_Prompt:_
In the entries that follow, find the line containing "Map reading. Build" and the line containing "Summarize the content", then retype exactly the lines from the first through the second, pictures excluded.

_Task input:_
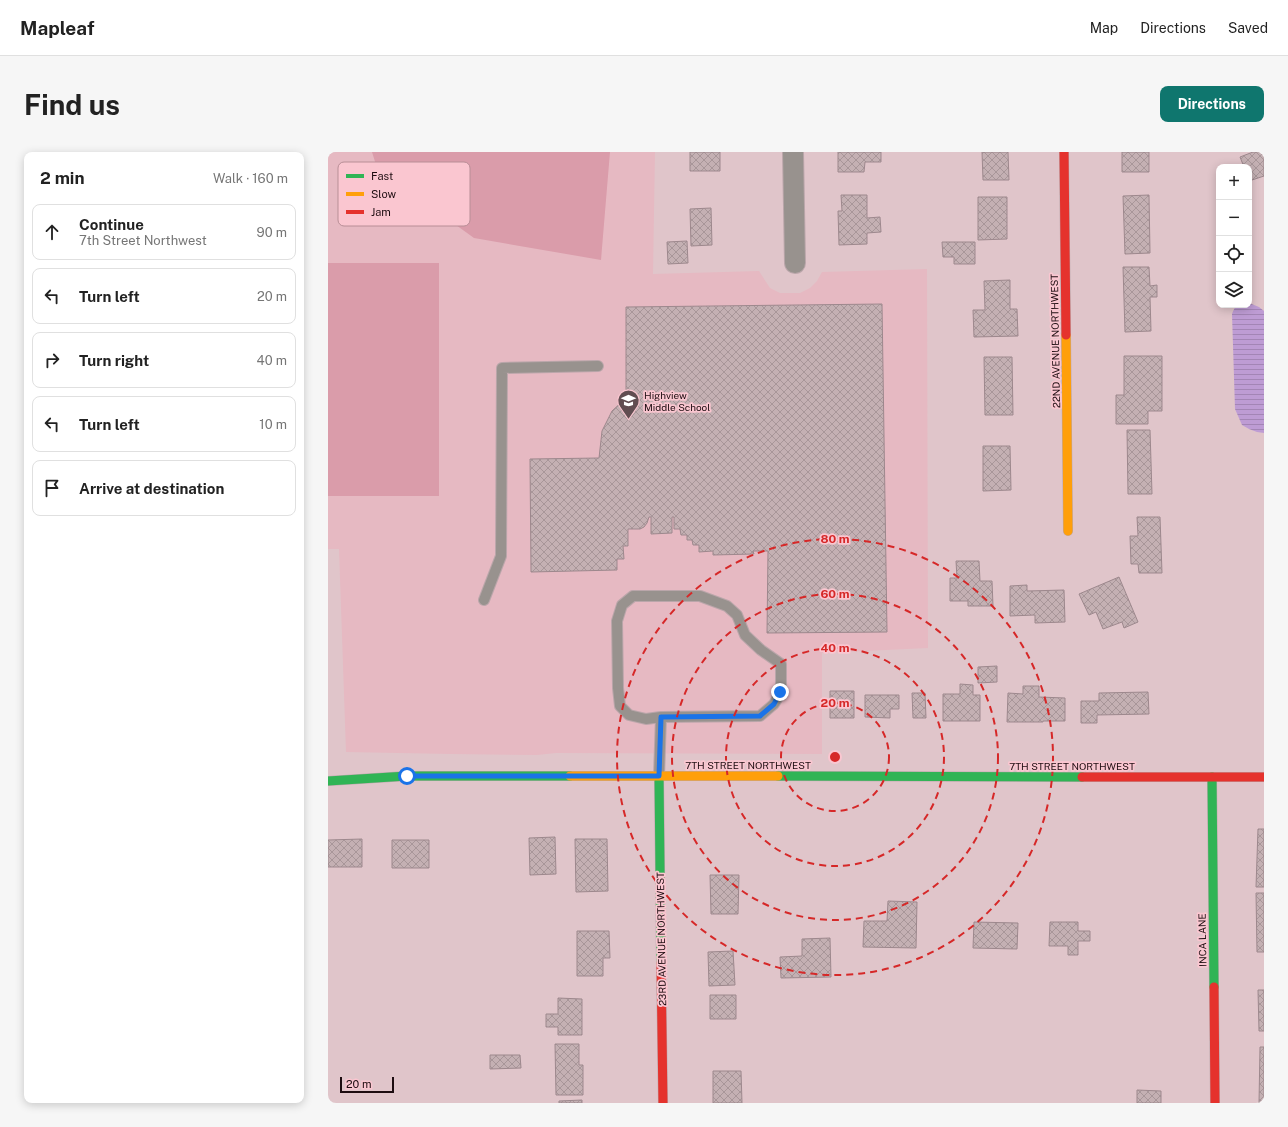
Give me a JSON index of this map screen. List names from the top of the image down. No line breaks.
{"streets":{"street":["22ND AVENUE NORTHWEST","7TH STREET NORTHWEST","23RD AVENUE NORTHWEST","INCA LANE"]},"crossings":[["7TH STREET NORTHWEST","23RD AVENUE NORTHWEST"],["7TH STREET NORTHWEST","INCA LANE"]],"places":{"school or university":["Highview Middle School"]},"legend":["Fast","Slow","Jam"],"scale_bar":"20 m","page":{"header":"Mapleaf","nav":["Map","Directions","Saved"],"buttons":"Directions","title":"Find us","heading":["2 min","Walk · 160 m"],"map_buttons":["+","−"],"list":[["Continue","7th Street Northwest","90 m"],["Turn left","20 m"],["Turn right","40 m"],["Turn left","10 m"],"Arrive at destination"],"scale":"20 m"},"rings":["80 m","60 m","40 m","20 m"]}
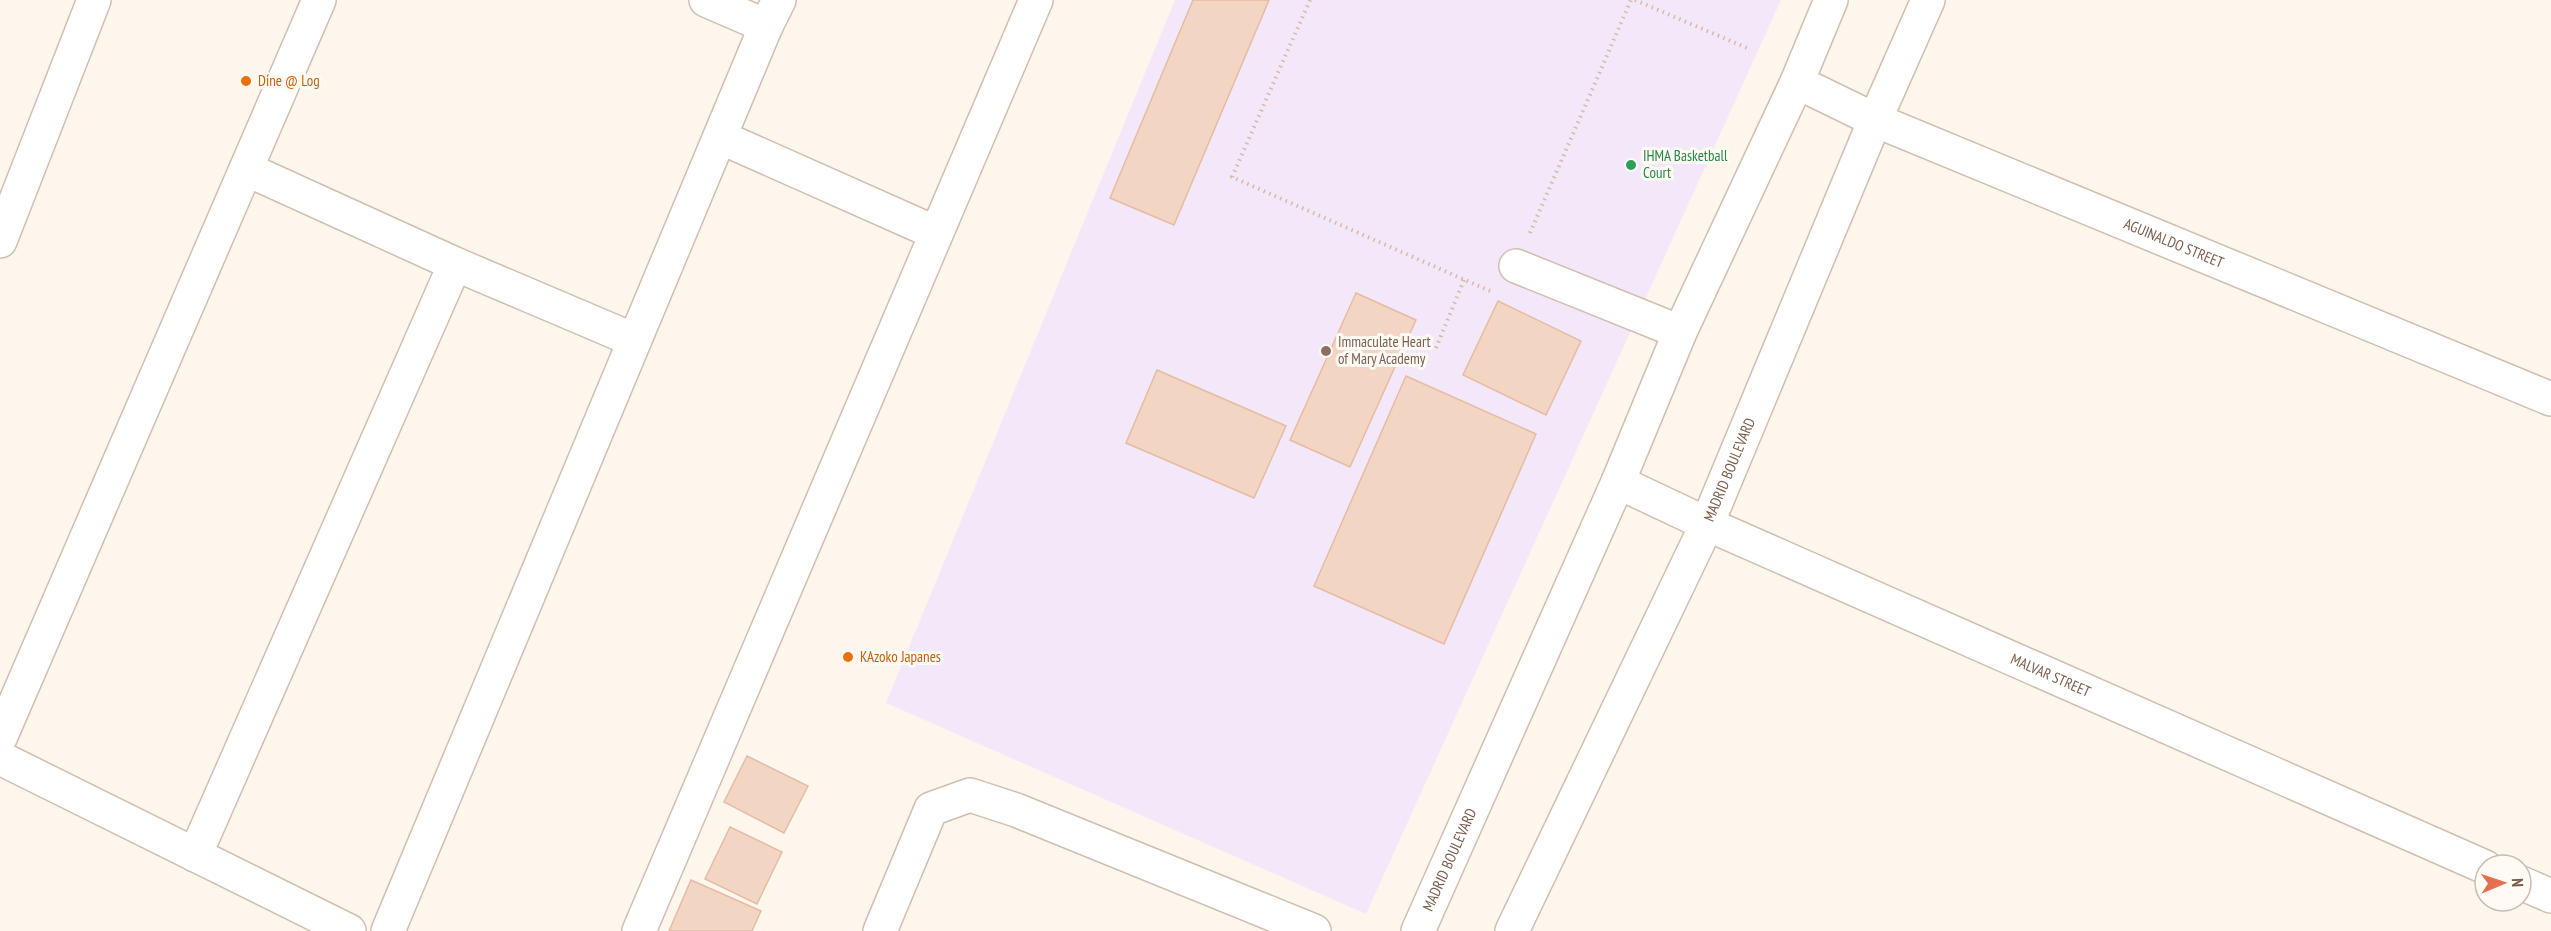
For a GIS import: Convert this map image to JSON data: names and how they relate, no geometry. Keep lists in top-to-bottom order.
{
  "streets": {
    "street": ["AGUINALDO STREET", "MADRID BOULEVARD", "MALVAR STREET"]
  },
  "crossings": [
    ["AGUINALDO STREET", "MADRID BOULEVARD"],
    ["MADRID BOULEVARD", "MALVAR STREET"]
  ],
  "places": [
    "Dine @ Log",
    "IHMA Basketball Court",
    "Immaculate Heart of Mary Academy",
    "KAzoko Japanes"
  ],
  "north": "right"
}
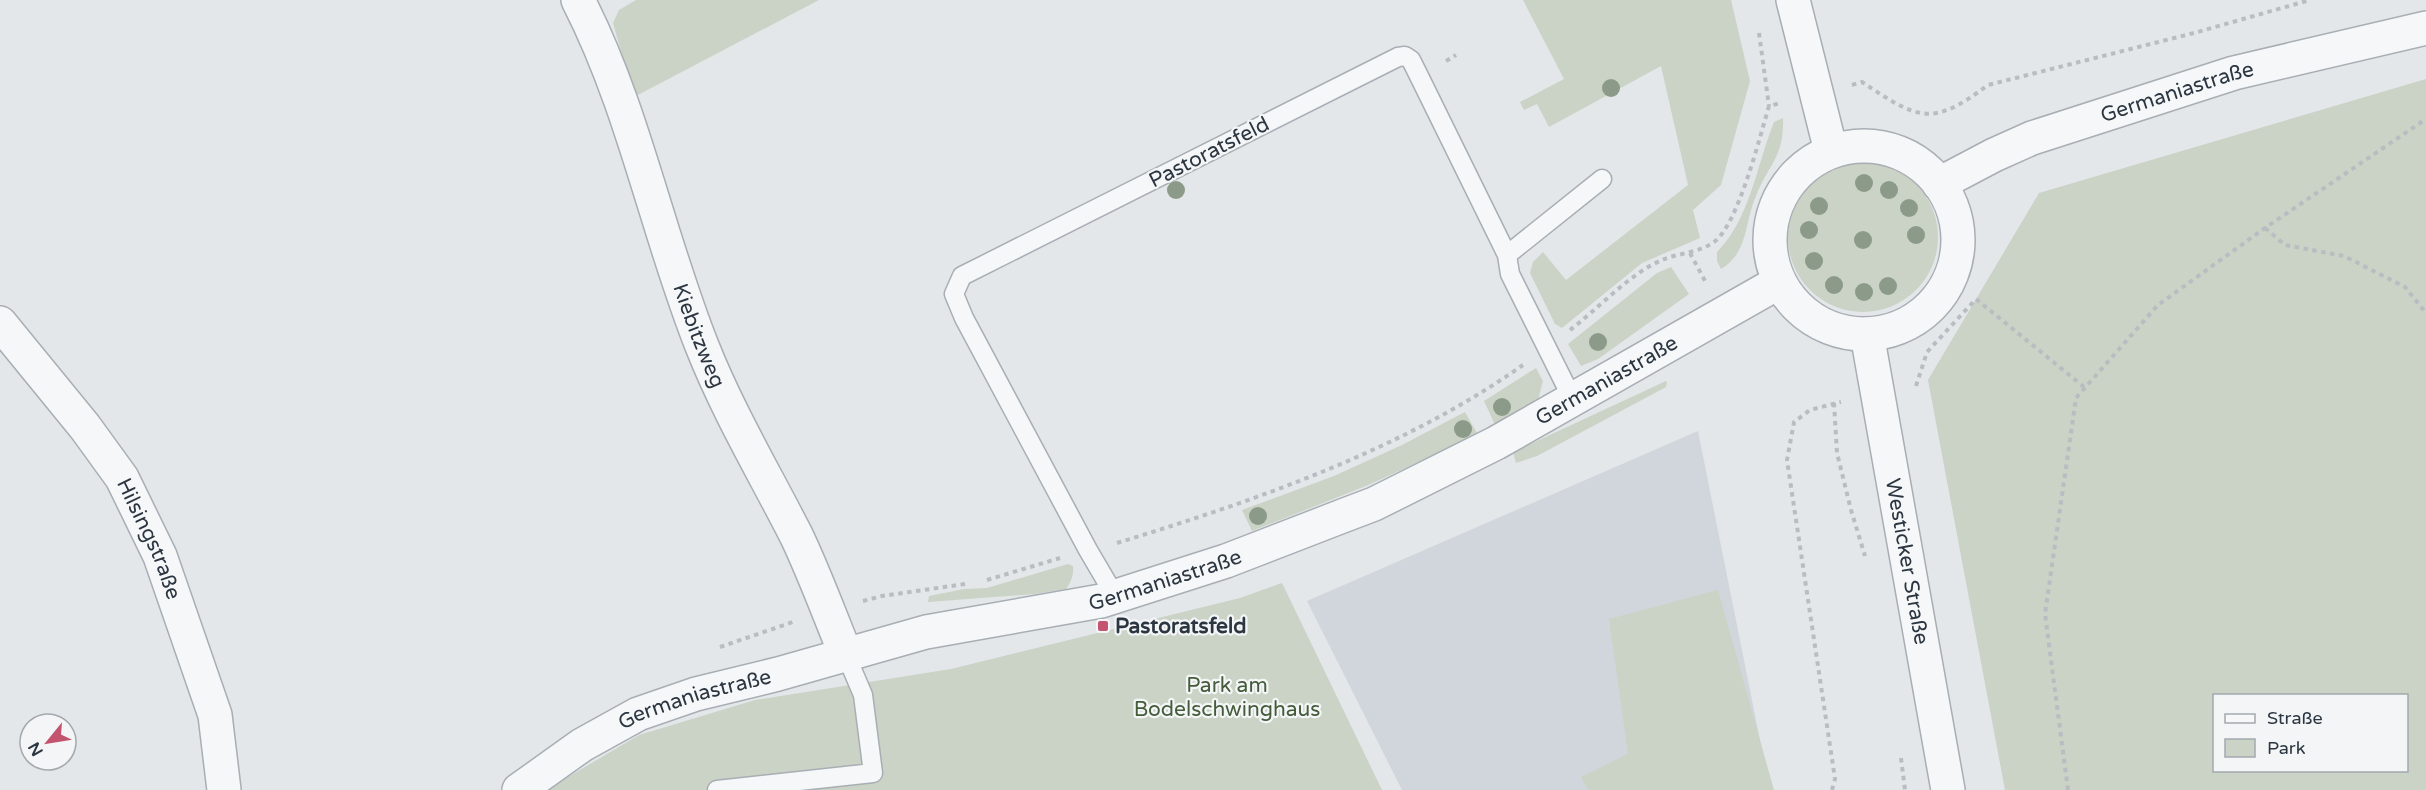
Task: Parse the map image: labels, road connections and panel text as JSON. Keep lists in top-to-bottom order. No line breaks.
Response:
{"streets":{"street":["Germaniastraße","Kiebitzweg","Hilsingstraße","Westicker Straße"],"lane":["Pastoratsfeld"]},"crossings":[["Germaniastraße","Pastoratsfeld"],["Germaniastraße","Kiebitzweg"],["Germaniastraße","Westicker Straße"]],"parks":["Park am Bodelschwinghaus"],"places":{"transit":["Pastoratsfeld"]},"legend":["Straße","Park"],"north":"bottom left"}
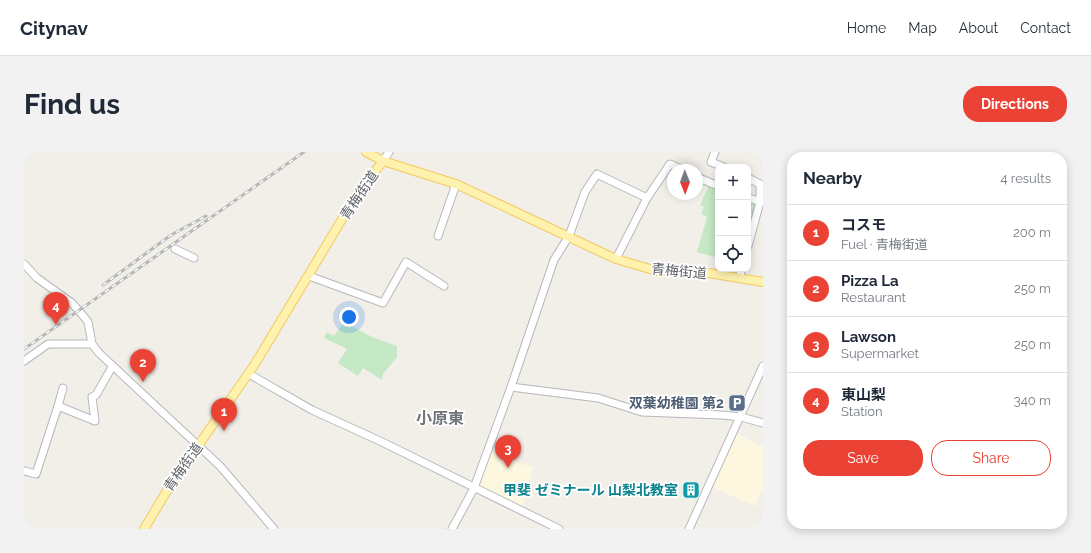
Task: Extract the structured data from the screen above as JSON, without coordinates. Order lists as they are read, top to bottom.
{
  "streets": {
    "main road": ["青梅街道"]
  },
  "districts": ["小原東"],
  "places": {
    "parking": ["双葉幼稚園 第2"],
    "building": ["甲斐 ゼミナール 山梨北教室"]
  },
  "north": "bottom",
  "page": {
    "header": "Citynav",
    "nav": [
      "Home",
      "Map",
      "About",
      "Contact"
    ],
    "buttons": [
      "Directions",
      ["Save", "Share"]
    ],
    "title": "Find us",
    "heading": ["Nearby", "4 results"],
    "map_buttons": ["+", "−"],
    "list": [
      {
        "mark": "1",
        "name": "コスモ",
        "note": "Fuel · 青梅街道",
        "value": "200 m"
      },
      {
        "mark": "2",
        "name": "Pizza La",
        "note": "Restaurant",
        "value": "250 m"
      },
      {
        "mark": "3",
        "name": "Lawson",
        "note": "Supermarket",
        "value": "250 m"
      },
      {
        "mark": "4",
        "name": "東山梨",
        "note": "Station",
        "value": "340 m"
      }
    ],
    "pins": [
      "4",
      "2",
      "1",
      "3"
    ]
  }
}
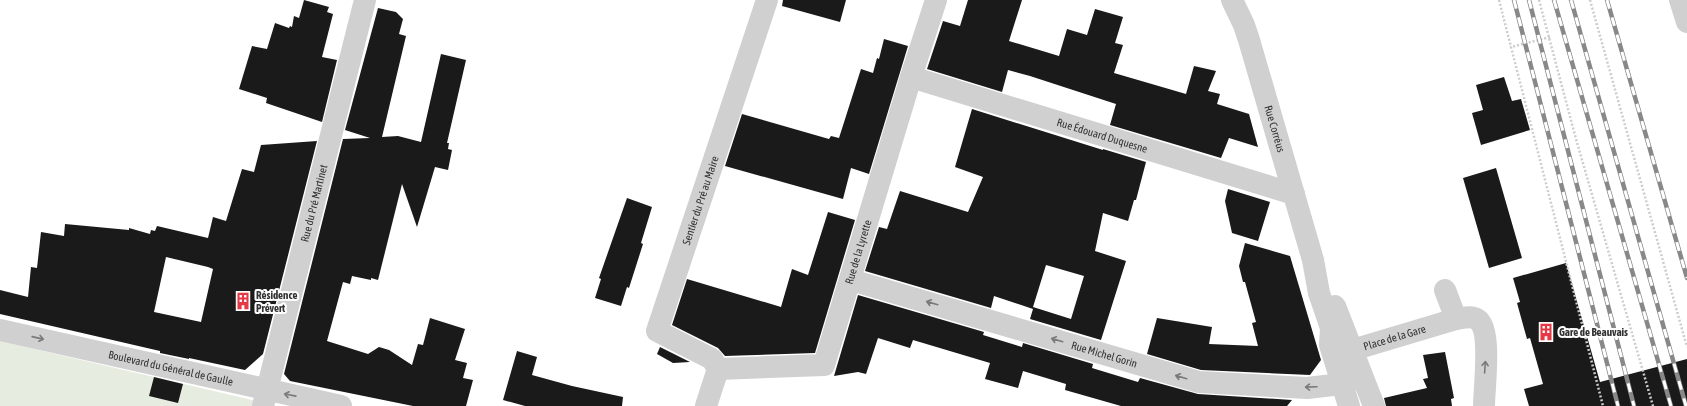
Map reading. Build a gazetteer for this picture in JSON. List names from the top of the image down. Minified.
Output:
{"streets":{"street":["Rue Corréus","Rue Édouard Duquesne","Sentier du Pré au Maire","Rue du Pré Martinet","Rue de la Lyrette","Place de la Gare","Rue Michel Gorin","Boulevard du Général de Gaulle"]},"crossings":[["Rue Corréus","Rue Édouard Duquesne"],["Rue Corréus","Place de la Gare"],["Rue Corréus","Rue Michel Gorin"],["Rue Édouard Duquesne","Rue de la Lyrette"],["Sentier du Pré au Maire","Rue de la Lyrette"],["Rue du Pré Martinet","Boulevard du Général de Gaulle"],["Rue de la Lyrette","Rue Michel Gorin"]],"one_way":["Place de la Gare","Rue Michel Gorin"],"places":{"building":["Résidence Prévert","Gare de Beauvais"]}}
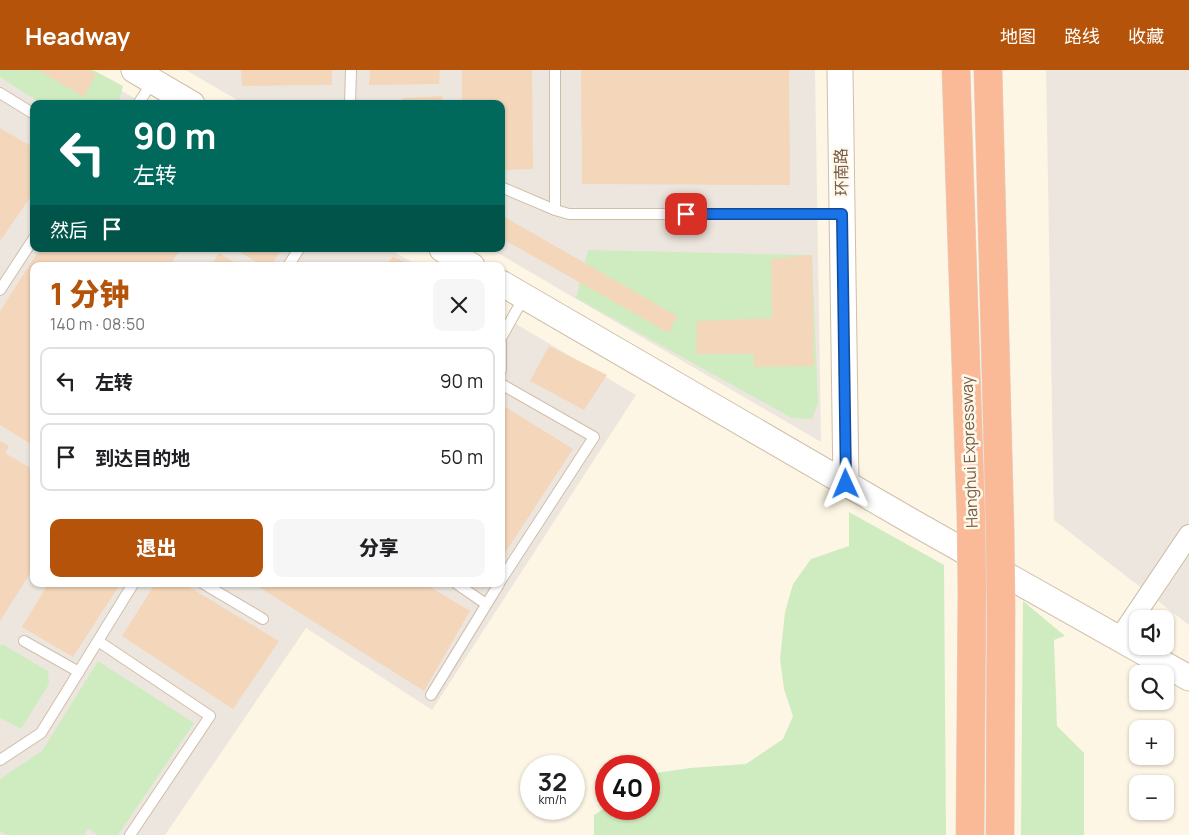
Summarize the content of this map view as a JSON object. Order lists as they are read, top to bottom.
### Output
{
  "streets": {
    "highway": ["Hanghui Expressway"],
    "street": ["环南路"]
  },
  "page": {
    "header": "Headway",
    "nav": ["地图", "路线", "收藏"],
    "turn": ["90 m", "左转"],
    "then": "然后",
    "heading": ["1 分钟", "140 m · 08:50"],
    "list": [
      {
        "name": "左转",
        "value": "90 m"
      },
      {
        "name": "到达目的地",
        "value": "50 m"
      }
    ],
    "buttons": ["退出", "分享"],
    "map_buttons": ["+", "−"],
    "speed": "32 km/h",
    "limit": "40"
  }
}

_Expected answer:_
Map reading. Build a gazetteer for this picture in JSON. List names from the top of the image down. Minified.
Output:
{"streets":{"street":["Rue Corréus","Rue Édouard Duquesne","Sentier du Pré au Maire","Rue du Pré Martinet","Rue de la Lyrette","Place de la Gare","Rue Michel Gorin","Boulevard du Général de Gaulle"]},"crossings":[["Rue Corréus","Rue Édouard Duquesne"],["Rue Corréus","Place de la Gare"],["Rue Corréus","Rue Michel Gorin"],["Rue Édouard Duquesne","Rue de la Lyrette"],["Sentier du Pré au Maire","Rue de la Lyrette"],["Rue du Pré Martinet","Boulevard du Général de Gaulle"],["Rue de la Lyrette","Rue Michel Gorin"]],"one_way":["Place de la Gare","Rue Michel Gorin"],"places":{"building":["Résidence Prévert","Gare de Beauvais"]}}
Summarize the content of this map view as a JSON object. Order lists as they are read, top to bottom.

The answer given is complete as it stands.